Relationships and associations in object-oriented languages

Stephen Nelson, Stephanie Balzer, Gavin M. Bierman, Erik Meijer, James Noble, David J. Pearce, Jiri Soukup, Frank Tip. Relationships and associations in object-oriented languages. In Gail E. Harris, editor, Companion to the 23rd Annual ACM SIGPLAN Conference on Object-Oriented Programming, Systems, Languages, and Applications, OOPSLA 2008, October 19-13, 2007, Nashville, TN, USA. pages 855-856, ACM, 2008. [doi]

Abstract

There is a disconnect between modelling and implementation: relationships are prevalent in system models but implementation languages do not provide first-class support for them.
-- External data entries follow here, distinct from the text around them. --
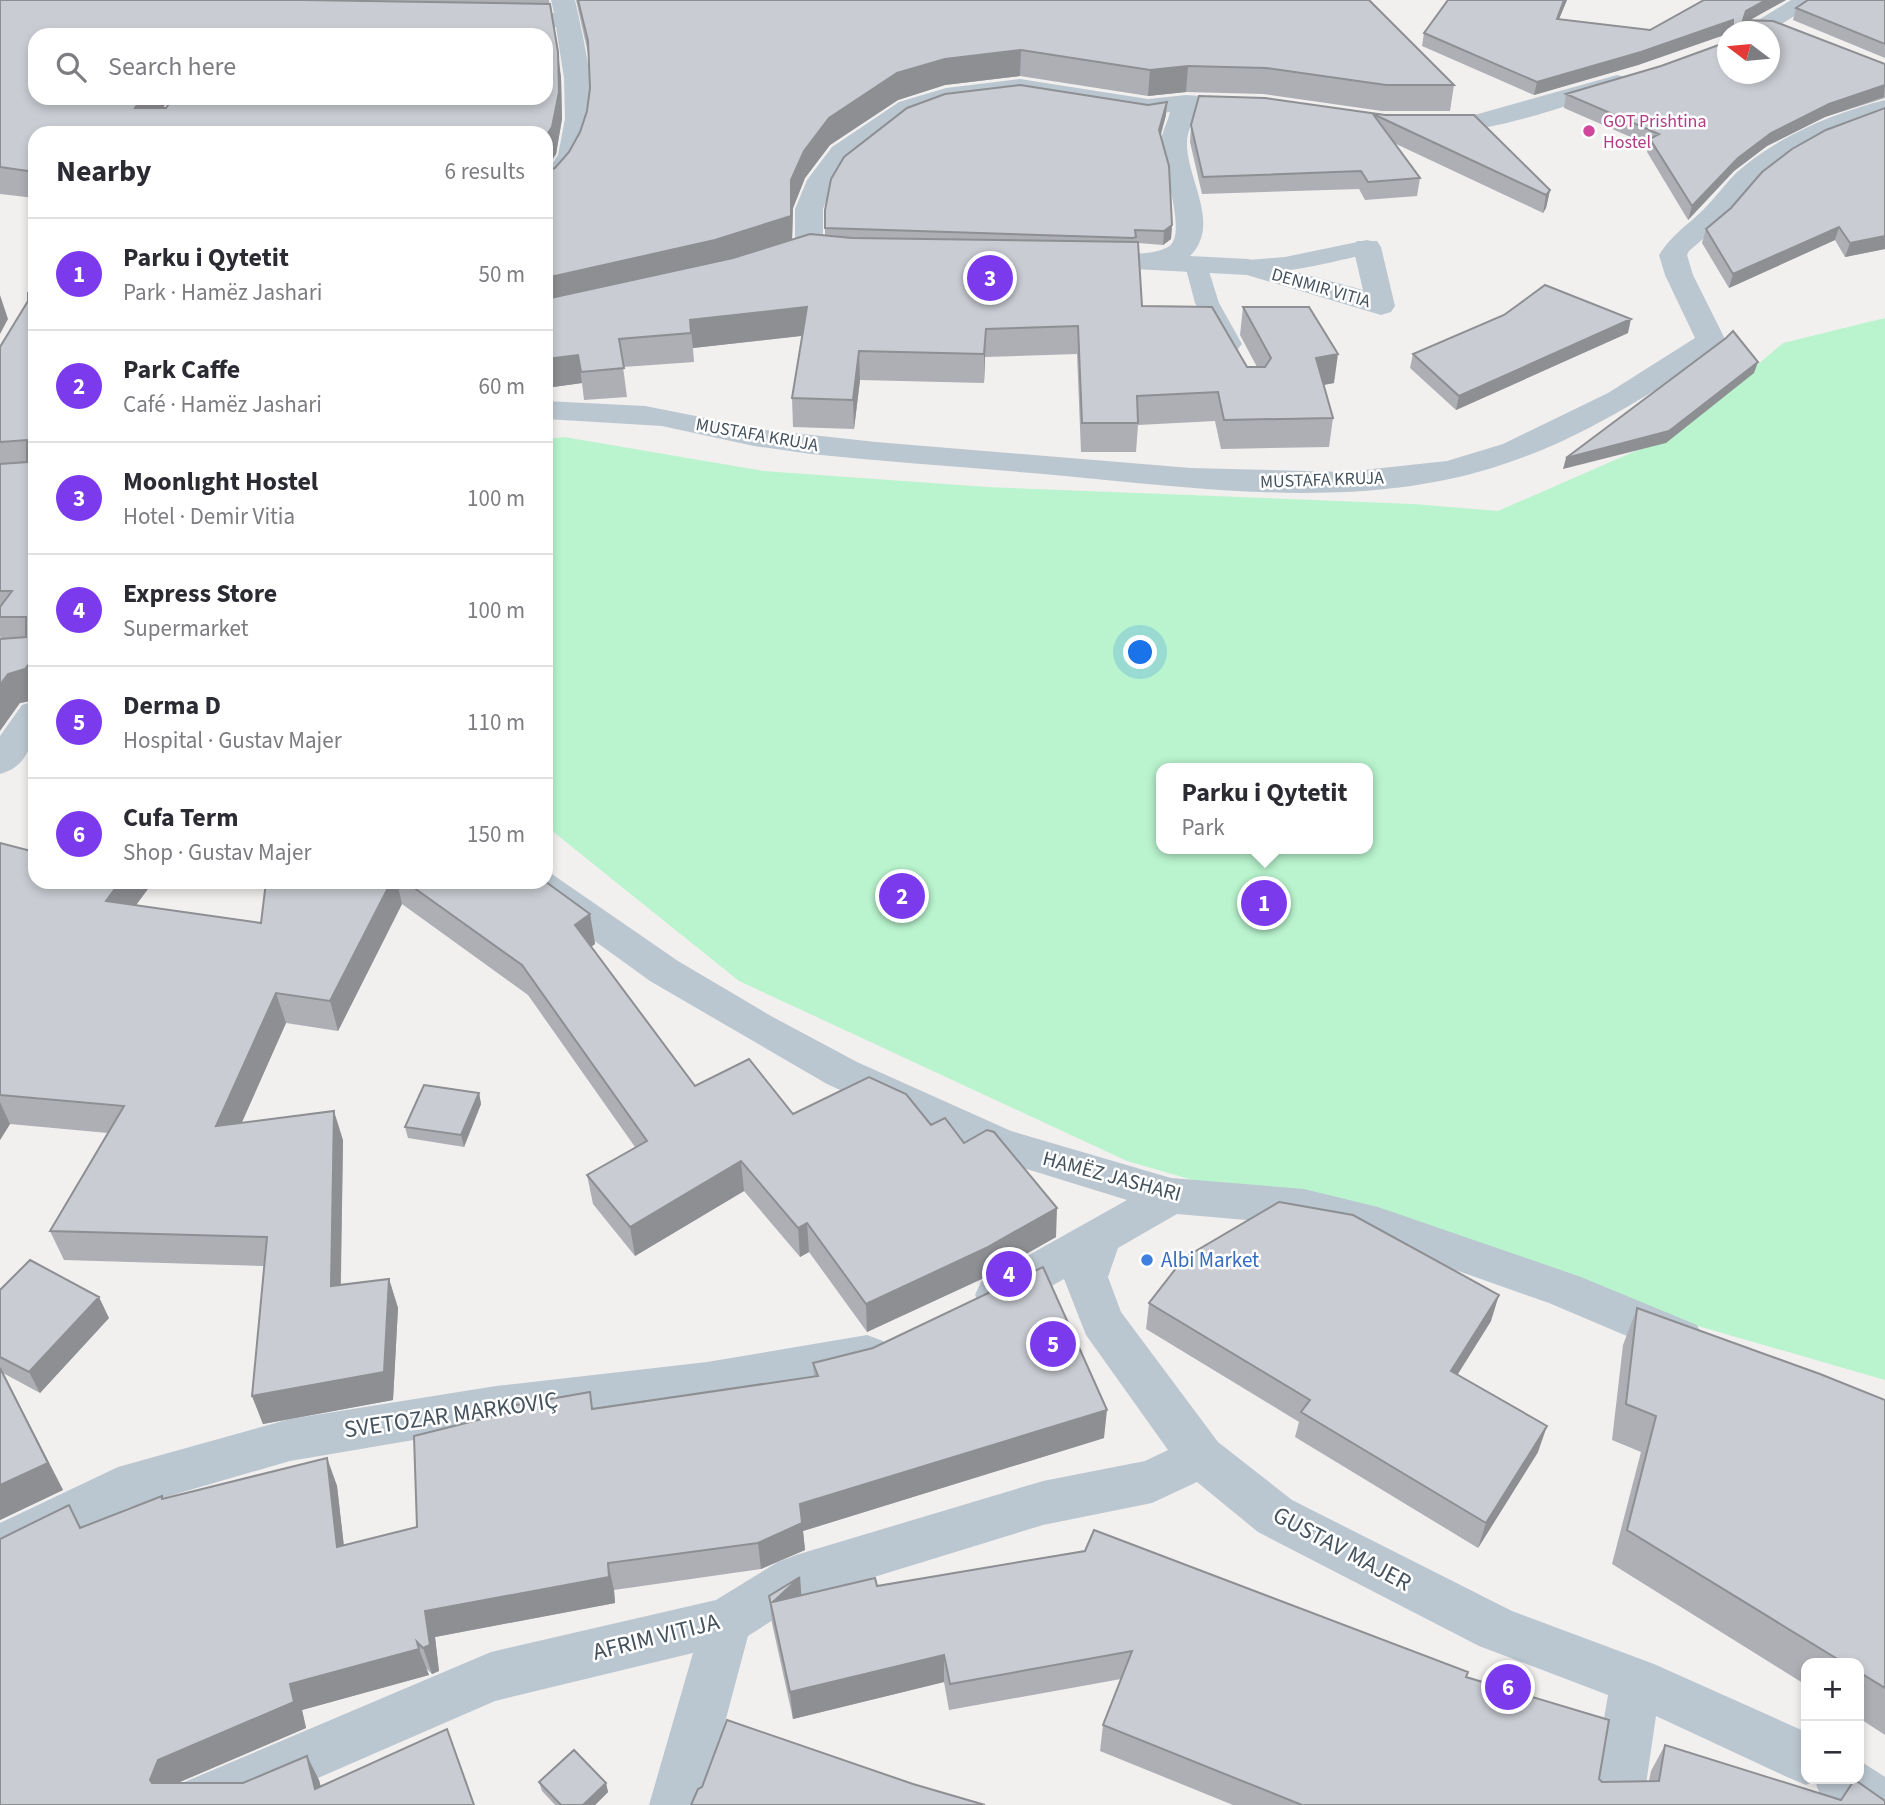 <!DOCTYPE html>
<meta charset="utf-8">
<style>
:root{--surface:#fff;--page:#f7f7f7;--text:#2b2b33;--muted:#7c7c81;--line:#e1e1e2;--accent:#7c3aed}
body{margin:0;font-family:"Source Sans 3",sans-serif;background:var(--page);color:var(--text)}
.controls{position:absolute;right:21px;bottom:21px;display:grid;overflow:hidden;border-radius:14px;box-shadow:0 4px 10px #0003}
.controls button{width:63px;height:63px;display:grid;place-items:center;padding:0;border:0;border-bottom:2px solid var(--line);background:var(--surface);color:var(--text);font:35px sans-serif}
.compass{position:absolute;left:1717px;top:21px;width:63px;height:63px;border-radius:50%;background:var(--surface);box-shadow:0 4px 10px #0003;rotate:286deg}
.you{position:absolute;left:1141px;top:653px;width:24px;height:24px;margin:-18px;border:5px solid #fff;border-radius:50%;background:#1a73e8;box-shadow:0 0 0 10px #1a73e833}
.badge{display:grid;place-items:center;width:46px;height:46px;border-radius:50%;background:var(--accent);color:#fff;font-size:23px;font-weight:700}
.pin{position:absolute;translate:-50% -50%;border:4px solid #fff;box-shadow:0 2px 7px #0006}
.popup{position:absolute;left:1156px;top:763px;width:217px;height:91px;box-sizing:border-box;display:grid;place-content:center;border-radius:14px;background:var(--surface);filter:drop-shadow(0 2px 5px #0005);font-size:23px;white-space:nowrap;color:var(--muted)}
.popup b{font-size:26px;color:var(--text)}
.popup::after{content:'';position:absolute;left:50%;top:100%;margin-left:-14px;border:14px solid transparent;border-top-color:var(--surface)}
.list{margin:0;padding:0;list-style:none}
h2{display:flex;justify-content:space-between;align-items:center;height:91px;margin:0;padding:0 28px;font-size:30px}
h2 small{font-size:23px;font-weight:400;color:var(--muted)}
.list li{display:grid;grid-template-columns:46px 1fr auto;gap:21px;align-items:center;box-sizing:border-box;height:112px;padding:0 28px;border-top:2px solid var(--line)}
.list b{display:block;font-size:26px;white-space:nowrap}
.list p{margin:0;font-size:23px;white-space:nowrap;color:var(--muted)}
.list em{font-size:23px;font-style:normal;color:var(--muted)}
.icon{flex:none;width:38px;height:38px;fill:none;stroke:currentColor;stroke-width:2;stroke-linecap:round;stroke-linejoin:round}
.map{position:relative;flex:none;width:1885px;height:1805px;overflow:hidden}
.search{position:absolute;background:var(--surface);box-shadow:0 4px 10px #0003;left:28px;top:28px;width:525px;height:77px;display:flex;align-items:center;gap:18px;box-sizing:border-box;padding:0 24px;border-radius:21px;color:var(--muted);font-size:26px}
.panel{position:absolute;background:var(--surface);box-shadow:0 4px 10px #0003;left:28px;top:126px;width:525px;height:763px;border-radius:21px}
.map>svg:first-child{display:block}
</style>
<div class="map">
<svg width="1885" height="1805" viewBox="0 0 1885 1805">
<rect width="100%" height="100%" fill="#f2efef"/>
<path fill="#b9f4ce" fill-rule="evenodd" d="M1885,318V1380L1127,1161L739,981L546,826V439L564,437L764,471L987,487L1413,504L1498,511L1679,432L1783,343ZM1161,768H1367V849H1161Z"/>
<g fill="none" stroke-linecap="round" stroke-linejoin="round">
<path fill="#bbc7d0" fill-rule="evenodd" d="M1367,240L1375,242L1378,247L1375,252C1353,257 1249,285 1237,267L1248,260L1285,257Z
M1196,258L1207,265L1219,303L1242,344L1238,349H1222L1195,303L1185,265Z"/>
<path fill="#bbc7d0" fill-rule="evenodd" d="M551,0H575C587,55 607,129 570,178C563,188 558,195 546,198V174L558,155L565,119L564,78L556,27L502,28L494,26L490,21L494,16L554,13Z
M1791,0H1820L1769,32H1739Z
M1617,75L1626,77L1629,82L1626,87C1570,103 1473,143 1418,129L1414,124L1418,119L1478,114Z
M1020,79L1148,99L1186,95L1259,100L1263,105L1259,110L1196,111C1193,120 1187,133 1187,142C1186,179 1222,224 1190,256L1248,259L1363,290L1353,247L1357,241H1377L1381,247L1395,306L1391,312L1381,315L1247,275L1077,266L1073,260L1077,254C1105,247 1141,261 1168,247C1189,236 1161,163 1161,143C1161,134 1168,121 1170,112L1148,115L1020,95L948,103L917,112L850,159L833,181L823,209V251L819,257H799L795,251V209L807,180L832,147L899,102L946,88Z
M1885,100V117L1821,141L1787,160L1756,184L1725,220L1689,251L1687,255L1693,275L1726,341L1721,347C1650,395 1575,443 1492,468C1356,510 1204,489 1065,476C980,468 896,463 811,454L754,446L662,426L546,419V401L645,406L766,430L876,442L1191,468L1345,472L1447,461L1503,444L1608,393L1695,338L1665,275L1659,255C1671,235 1688,225 1704,209C1715,198 1725,184 1736,173C1776,137 1833,113 1885,100Z
M35,701C35,731 34,765 0,774V736L22,705Z
M546,870L678,961L771,1016L857,1062L1011,1131L1171,1178L1304,1189L1378,1207L1581,1277L1697,1325L1704,1339L1697,1353L1681,1359L1549,1303L1376,1242L1304,1225L1177,1214L1118,1248L1108,1277L1121,1312L1218,1442L1292,1500L1512,1611L1654,1664L1806,1732V1779H1859V1760L1885,1777V1805H1833L1821,1798L1815,1781L1806,1785L1787,1777L1656,1716L1643,1805H1589L1608,1695L1479,1646L1258,1532L1197,1482L1152,1503L1043,1525L809,1597L748,1636L703,1805H649L693,1653L495,1701L256,1805H167L175,1786L491,1652L716,1600L778,1562L796,1555L1043,1481L1145,1461L1168,1450L1086,1335L1064,1279L1013,1308L997,1314L981,1308L975,1295L981,1282L1127,1200L984,1156L827,1084L650,981L527,892L521,882H546Z
M867,1335L883,1341L890,1355L883,1369L867,1375L707,1402L496,1426L290,1461L128,1508L0,1571V1523L118,1467L290,1419L496,1386L707,1362Z"/>
</g>
<path fill="#adafb5" fill-rule="evenodd" d="M0,0H549L561,78L562,119L556,154L546,169V133H35V198L0,194ZM35,35L546,98L163,108L170,98Z
M576,0H1369L1454,85L1450,111H1382L1263,94L1186,92L1148,96L1020,76L945,85L898,100L830,145L805,178L793,208L792,239L825,235V210L1166,115L1161,135L1172,225L1171,239L1163,245L1138,243L1142,306L1247,367H1257L1240,335L1243,307L1334,383L1323,385L1333,418L1329,447L1221,449L1215,421L1138,425L1136,452H1081L1077,354L985,357L984,383L860,380L854,429L793,427L792,398L802,336L693,348L694,362L623,367L627,397L584,400L582,383L546,388L555,168L569,152L580,132L587,111L590,88L589,58Z
M1448,0H1567L1559,19L1650,30L1704,0H1786L1749,20L1885,64V98L1825,117L1767,146L1734,171L1688,220L1647,152L1649,145L1564,108L1566,94L1661,66L1769,32H1727V34L1638,65L1534,95L1422,46L1424,33Z
M1885,0V58L1793,20L1796,8Z
M1199,96L1385,115L1550,190L1546,208L1543,213L1394,143L1420,178L1417,196L1365,200L1359,189L1202,194L1190,142L1191,125Z
M1885,108V249L1845,257L1835,240L1729,288L1702,243L1706,229Z
M35,293V700L20,703L0,636V347Z
M1628,333L1456,410L1410,368L1413,354Z
M0,843L153,882L136,905L261,923L266,882H546L590,914L595,944L591,947L695,1086L793,1114L931,1125L964,1143L1056,1237L986,1277L867,1332L809,1252L800,1257L744,1191L635,1256L593,1204L587,1175L635,1147L528,995L402,904L338,1031L286,1023L241,1123L343,1140L341,1284L389,1279L398,1308L393,1400L263,1424L252,1396L264,1266L64,1260L50,1231L108,1133L10,1124L0,1140Z
M479,1093L481,1104L464,1147L408,1138L405,1127Z
M0,1290L109,1318L40,1393L3,1373L63,1490L0,1520Z
M1149,1303L1491,1321L1458,1374L1538,1452L1478,1548L1295,1437L1299,1422L1146,1329Z
M1637,1308L1885,1400V1735L1859,1718V1663H1806V1685L1612,1564L1641,1452L1612,1440L1623,1345Z
M813,1363L1104,1438L803,1531L805,1550L761,1569L614,1590L615,1603L435,1637L439,1671L432,1674L426,1668L429,1675L302,1710L306,1728L177,1783H243L319,1780L321,1787L474,1805H0L69,1505L81,1527L163,1499L327,1458L337,1486L344,1546L417,1527L594,1408L814,1377Z
M800,1577L801,1595L877,1586L1466,1677L1602,1782L1649,1781L1651,1771L1665,1745L1841,1800L1885,1805H1233L1100,1751L1103,1725L1121,1679L949,1710L944,1682L793,1719L772,1623L769,1596Z
M539,1782L606,1783L608,1792L595,1805H555L542,1791Z"/>
<path fill="#8d8f93" d="M1564,0H1567L1554,31L1557,19Z
M1766,0H1786L1743,24L1740,32L1746,11Z
M1733,20L1730,32H1727V34L1638,65L1534,95L1537,82Z
M1021,50L1020,76L945,85L898,100L830,145L805,178L793,208L792,244L546,307V278L791,180L804,151L829,118L897,73L945,59Z
M558,52L561,78L562,119L556,154L546,169V136Z
M1188,66L1186,92L1148,96L1150,70Z
M1885,85L1884,97L1825,117L1767,146L1734,171L1688,220L1692,206L1738,158L1771,133L1829,104Z
M142,98H170L144,133L135,108Z
M1167,102L1166,115L1158,143L1159,130Z
M1550,190L1546,208L1543,213L1546,195Z
M1172,225L1171,239L1163,245L1164,231Z
M1839,227L1835,240L1729,288L1733,274Z
M1885,236V249L1845,257L1850,243Z
M0,295L8,319L0,334Z
M807,307L808,335L693,348L690,320Z
M1631,319L1628,333L1456,410L1459,396Z
M986,329L985,357L984,383V354Z
M859,351L860,380L854,429L853,400Z
M1338,354L1334,383L1312,387L1316,358Z
M578,355L582,383L546,388V359Z
M1758,362L1754,373L1666,443L1563,469L1566,458Z
M35,656V700L20,703L0,731V685L8,674Z
M120,882H153L117,931L106,901Z
M391,882H397L402,904L338,1031L330,1001Z
M590,914L595,944L580,955L575,925Z
M276,993L286,1023L227,1156L216,1126Z
M479,1093L481,1104L464,1147L461,1135Z
M0,1102L10,1124L0,1140Z
M334,1111L343,1140L340,1314L331,1286Z
M741,1161L744,1191L635,1256L630,1227Z
M1057,1208L1056,1237L986,1277L867,1332L866,1304Z
M807,1223L809,1252L800,1257L798,1228Z
M389,1279L398,1308L393,1400L263,1424L252,1396Z
M1499,1295L1491,1321L1444,1396L1451,1371Z
M99,1297L109,1318L40,1393L29,1372Z
M0,1367L63,1490L0,1520Z
M1107,1410L1104,1438L803,1531L805,1550L761,1569L758,1543L800,1504Z
M1547,1426L1538,1452L1478,1548L1486,1523Z
M327,1458L337,1486L347,1574L337,1547Z
M608,1563L614,1590L615,1603L435,1637L439,1671L432,1674L423,1648L425,1611Z
M800,1577L802,1604L773,1602Z
M419,1649L429,1675L302,1710L306,1728L173,1785L165,1804L150,1780L158,1760L290,1684Z
M944,1655V1682L793,1719L790,1692Z
M307,1756L319,1780L325,1805L315,1789Z
M606,1783L608,1792L595,1805H583Z"/>
<path fill="#c9ccd2" stroke="#8d8f93" stroke-width="2" fill-rule="evenodd" d="M0,0H302L550,4L558,52L559,92L552,127L546,136V133H35V172L0,167ZM35,35H546V98H173L166,108H135L142,98H35Z
M578,0H1369L1454,85H1386L1266,68L1188,66L1150,70L1021,50L945,59L897,73L829,118L804,151L791,180V216L715,240L546,278V172L555,168L569,152L580,132L587,111L590,88L588,41Z
M1448,0H1564L1557,19L1650,30L1704,0H1766L1746,11L1743,20L1773,21L1885,64V85L1829,104L1771,133L1738,158L1692,206L1650,139L1659,134L1566,94L1661,66L1727,42V74H1769V32H1733V20L1641,52L1537,82L1424,33Z
M1808,0H1885V44L1796,8Z
M1020,85L1148,105L1167,102L1159,130L1169,166L1172,225L1164,231L1135,230L1136,237L1133,238L825,228V210L831,179L844,157L907,108L945,94Z
M1199,96L1265,98L1385,115H1474L1550,190L1546,195L1373,114L1420,178L1368,182L1361,171L1203,177L1191,125Z
M1885,108V236L1850,243L1839,227L1733,274L1706,229L1731,208L1762,172L1792,149L1826,130Z
M810,234L852,238L1138,242L1142,306L1212,307L1247,367H1265L1271,358L1243,307H1309L1338,354L1316,358L1333,418L1224,420L1218,392L1137,396L1138,423H1082L1078,326L986,329L984,354L859,351L853,400L792,398L807,307L690,320L691,333L619,339L624,368L581,372L578,355L546,359V299L733,258Z
M1545,285L1631,319L1459,396L1413,354L1504,315Z
M28,293H35V656L25,669L8,674L0,685V639L26,637V617H0V607L12,591H0V464L27,462V440L0,442V347L28,301Z
M1733,331L1758,362L1669,431L1566,458L1726,338Z
M0,843L35,852V882H120L106,901L261,923L266,882H391L330,1001L276,993L216,1126L334,1111L331,1286L389,1279L384,1372L252,1396L267,1237L50,1231L124,1106L0,1095Z
M406,882H546L590,914L575,925L695,1086L749,1059L793,1114L869,1077L906,1094L931,1125L945,1118L964,1143L987,1130L994,1132L1057,1208L986,1248L866,1304L807,1223L798,1228L741,1161L630,1227L587,1175L647,1141L522,965Z
M424,1085L479,1093L461,1135L405,1127Z
M1279,1202L1353,1215L1499,1295L1451,1371L1547,1426L1486,1523L1301,1412L1310,1400L1149,1303L1184,1258Z
M30,1260L99,1297L29,1372L0,1357V1290Z
M1043,1267L1107,1410L800,1504L802,1523L758,1543L608,1563L609,1577L425,1611L430,1645L423,1648L417,1642L419,1649L290,1684L294,1702L158,1760L150,1780L152,1783H243L307,1756L315,1789L447,1729L474,1805H0V1539L69,1505L80,1528L162,1496V1499L327,1458L337,1547L417,1527L414,1436L506,1413L505,1407L590,1392L592,1409L818,1376L813,1363L873,1348Z
M1637,1308L1820,1374L1885,1400V1688L1859,1672V1663H1844L1627,1530L1656,1416L1626,1404Z
M0,1368L48,1463L0,1485Z
M1094,1530L1468,1672L1466,1677L1609,1720L1599,1779L1602,1782L1659,1781L1665,1745L1841,1800L1853,1782H1858L1885,1801V1805H1302L1103,1725L1132,1651L950,1684L944,1655L790,1692L769,1596L800,1577L773,1602L875,1578L877,1586L1085,1551Z
M727,1720L913,1784L985,1805H691L698,1789L702,1787Z
M574,1750L606,1783L583,1805H561L539,1782Z"/>
<circle fill="#d1479c" stroke="#fff" stroke-width="2.5" cx="1589" cy="131" r="7"/>
<circle fill="#3f7fe0" stroke="#fff" stroke-width="2.5" cx="1147" cy="1260" r="7"/>
<g text-anchor="middle" dominant-baseline="central" stroke-width="5" stroke-linejoin="round" paint-order="stroke">
<g font-size="18" fill="#b23c85" stroke="#fff" text-anchor="start">
<text x="1603" y="121">GOT Prishtina<tspan x="1603" dy="21">Hostel</tspan></text>
</g>
<g font-size="18" fill="#45535f" stroke="#fff">
<text transform="translate(1321 288) rotate(16)">DENMIR VITIA</text>
<text transform="translate(757 435) rotate(10)">MUSTAFA KRUJA</text>
<text transform="translate(1322 480) rotate(-2)">MUSTAFA KRUJA</text>
</g>
<g font-size="21" fill="#45535f" stroke="#fff">
<text transform="translate(1112 1176) rotate(15)">HAMËZ JASHARI</text>
</g>
<g font-size="21" fill="#366cbe" stroke="#fff" text-anchor="start">
<text x="1161" y="1260">Albi Market</text>
</g>
<g font-size="24" fill="#45535f" stroke="#fff">
<text transform="translate(451 1415) rotate(-8)">SVETOZAR MARKOVIÇ</text>
<text transform="translate(1342 1549) rotate(28)">GUSTAV MAJER</text>
<text transform="translate(656 1637) rotate(-14)">AFRIM VITIJA</text>
</g>
</g>
</svg>
<div class="controls">
<button>+</button>
<button>−</button>
</div>
<svg class="compass" viewBox="-18 -18 36 36"><path d="M0-13l5 13h-10z" fill="#e53935"/><path d="M0 13l5-13h-10z" fill="#7c7c81"/></svg>
<div class="you"></div>
<div class="pin badge" style="left:1264px;top:903px">1</div>
<div class="popup"><b>Parku i Qytetit</b>Park</div>
<div class="pin badge" style="left:902px;top:896px">2</div>
<div class="pin badge" style="left:990px;top:278px">3</div>
<div class="pin badge" style="left:1009px;top:1274px">4</div>
<div class="pin badge" style="left:1053px;top:1344px">5</div>
<div class="pin badge" style="left:1508px;top:1687px">6</div>
<div class="search"><svg class="icon" aria-label="search" viewBox="0 0 24 24"><circle cx="10" cy="10" r="6"/><path d="M15 15l6 6"/></svg>Search here</div>
<section class="panel">
<h2>Nearby<small>6 results</small></h2>
<ul class="list">
<li><span class="badge">1</span><div><b>Parku i Qytetit</b><p>Park · Hamëz Jashari</p></div><em>50 m</em></li>
<li><span class="badge">2</span><div><b>Park Caffe</b><p>Café · Hamëz Jashari</p></div><em>60 m</em></li>
<li><span class="badge">3</span><div><b>Moonlıght Hostel</b><p>Hotel · Demir Vitia</p></div><em>100 m</em></li>
<li><span class="badge">4</span><div><b>Express Store</b><p>Supermarket</p></div><em>100 m</em></li>
<li><span class="badge">5</span><div><b>Derma D</b><p>Hospital · Gustav Majer</p></div><em>110 m</em></li>
<li><span class="badge">6</span><div><b>Cufa Term</b><p>Shop · Gustav Majer</p></div><em>150 m</em></li>
</ul>
</section>
</div>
For example, in Java (and other Object-Oriented Languages), relationships must be implemented by hand using references embedded in participants. This approach is cumbersome and error-prone, and leads to a disconnect between the system model and the system implementation. As software systems grow and models become increasingly complex this disconnect causes problems not only for implementers but especially for code maintainers. To address this issue, the software community is using frameworks and tool support to manage the disconnect. However, this does not address the core issue of relating design and implementation. Recent proposals for programming language extensions to add first-class relationships demonstrate another approach to the same problem: an increased level of abstraction in programming languages to close the gap between model and implementation. We plan to gather the growing number of researchers in the object-oriented programming language community who are working on relationship-based systems to share their research and discuss the future of relationship-based constructs in programming languages.